(Task statement)
Could you return the data below exactly as it appears?

···

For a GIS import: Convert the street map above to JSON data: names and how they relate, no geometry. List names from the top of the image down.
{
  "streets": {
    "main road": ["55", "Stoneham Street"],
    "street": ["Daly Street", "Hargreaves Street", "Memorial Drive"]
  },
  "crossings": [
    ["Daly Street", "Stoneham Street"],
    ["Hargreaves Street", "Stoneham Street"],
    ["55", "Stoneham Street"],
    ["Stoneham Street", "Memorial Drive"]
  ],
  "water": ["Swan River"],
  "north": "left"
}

···

(Answer box)
For a GIS import: Convert the street map above to JSON data: names and how they relate, no geometry. List names from the top of the image down.
{
  "streets": {
    "main road": ["55", "Stoneham Street"],
    "street": ["Daly Street", "Hargreaves Street", "Memorial Drive"]
  },
  "crossings": [
    ["Daly Street", "Stoneham Street"],
    ["Hargreaves Street", "Stoneham Street"],
    ["55", "Stoneham Street"],
    ["Stoneham Street", "Memorial Drive"]
  ],
  "water": ["Swan River"],
  "north": "left"
}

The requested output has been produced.